Let us remind ourselves that Modi’s interest was not to control corruption but to shock and awe society into submission, for his personal glory.  In future updates, we will delve even deeper into why corruption is so entrenched in India and why it can never go away using top-down institutional mechanisms.

Modi has set events into motion that will cripple India’s economy, with devastating effects on its poorest people. Most of the suffering will go unseen and unheard, in remote village and tribes, whose hunger and death is no one’s concern. Modi will be gone sooner rather than later, a result of his own arrogance. The problem is that whoever comes after Modi will probably make me nostalgic about Modi.

 

The textile industry in Ludhiana in Punjab is in severe trouble. There will be many  unpredictable cascading effects on the economy and society.

 

Let us end this update with what one should expect in terms of monetary regulations in the near term.

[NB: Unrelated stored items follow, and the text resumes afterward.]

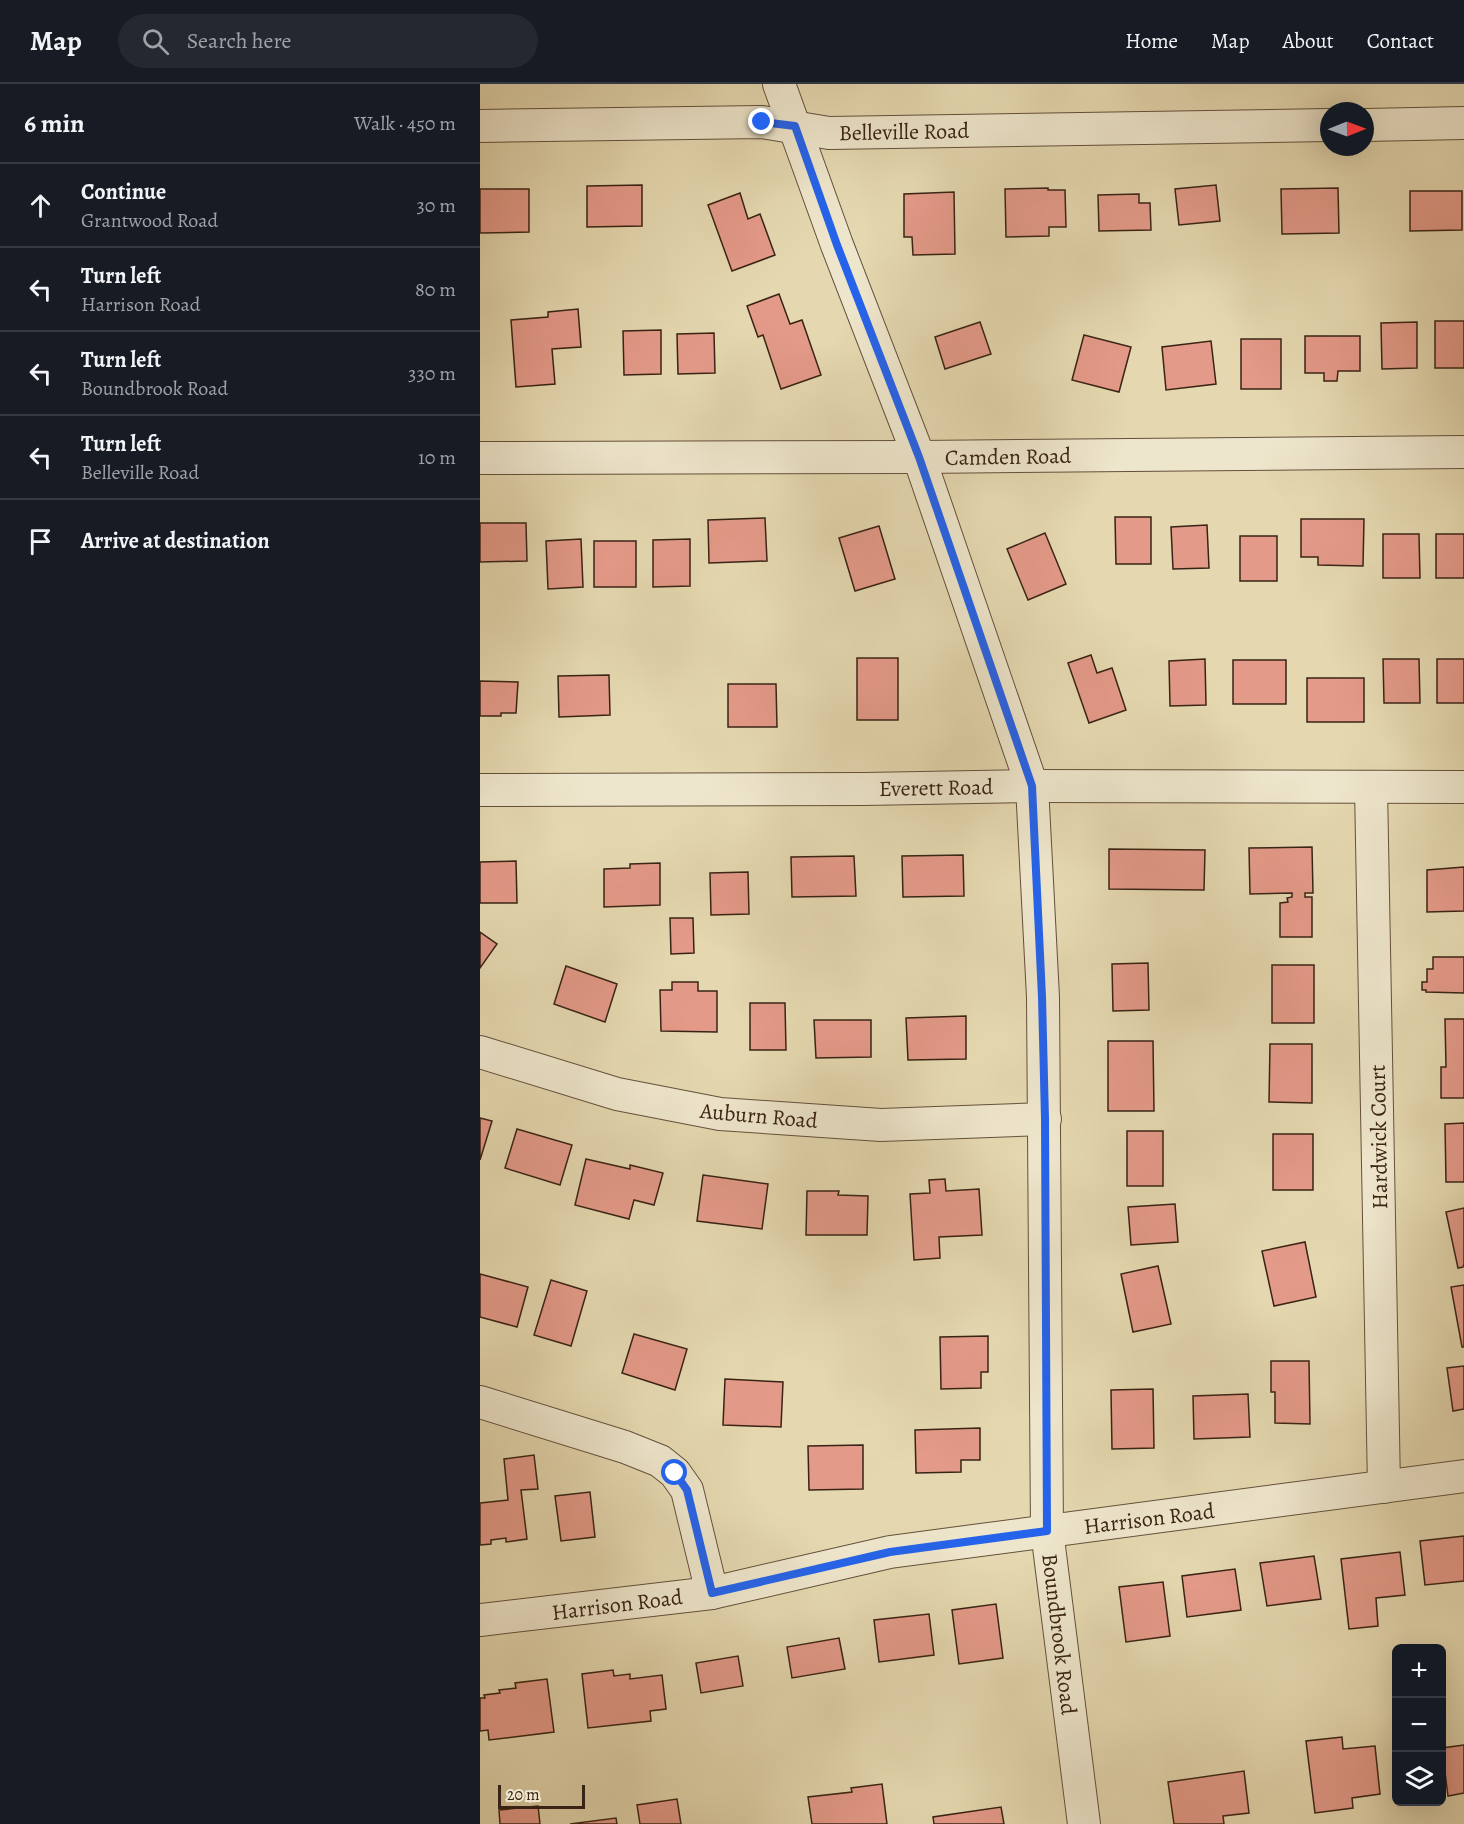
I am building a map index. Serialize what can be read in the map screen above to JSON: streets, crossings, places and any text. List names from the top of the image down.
{
  "streets": {
    "street": [
      "Belleville Road",
      "Camden Road",
      "Everett Road",
      "Auburn Road",
      "Hardwick Court",
      "Harrison Road",
      "Boundbrook Road"
    ]
  },
  "crossings": [
    ["Belleville Road", "Boundbrook Road"],
    ["Camden Road", "Boundbrook Road"],
    ["Everett Road", "Hardwick Court"],
    ["Everett Road", "Boundbrook Road"],
    ["Auburn Road", "Boundbrook Road"],
    ["Hardwick Court", "Harrison Road"],
    ["Harrison Road", "Boundbrook Road"]
  ],
  "scale_bar": "20 m",
  "north": "right",
  "page": {
    "header": "Map",
    "search": "Search here",
    "nav": [
      "Home",
      "Map",
      "About",
      "Contact"
    ],
    "heading": ["6 min", "Walk · 450 m"],
    "list": [
      ["Continue", "Grantwood Road", "30 m"],
      ["Turn left", "Harrison Road", "80 m"],
      ["Turn left", "Boundbrook Road", "330 m"],
      ["Turn left", "Belleville Road", "10 m"],
      "Arrive at destination"
    ],
    "map_buttons": ["+", "−"],
    "scale": "20 m"
  }
}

Modi astutely declared demonetization on 8th November 2016, when the international press was focused on the US elections. He undertook a massive —  and extremely flawed — social engineering exercise of no use to society. He did manage to escape scrutiny by the mainstream media.

He will do this again, between the start of the New Year and before Trump is installed, very likely at the turn of the year. He has promised that everything will be back to normal on 1st January 2017. Many transactions and hopes are based on the situation soon becoming normal.

Of course there is nothing on the horizon that can normalize the monetary situation for many months. He has so far released about 60 changes in rules over the last 47 days. He will have to continue to patch things up.

Eventually people will no longer be able to do the transactions they are currently doing informally. They will come to realize that their trust has been completely betrayed and their savings have been hugely constrained by Modi’s edicts.

The police state will continue to advance—slowly killing the very hosts it is feeding on.  Will Modi impose capital controls and a ban on gold at the turn of the year? I would not be surprised.

I wish you very prosperous New Year 2017!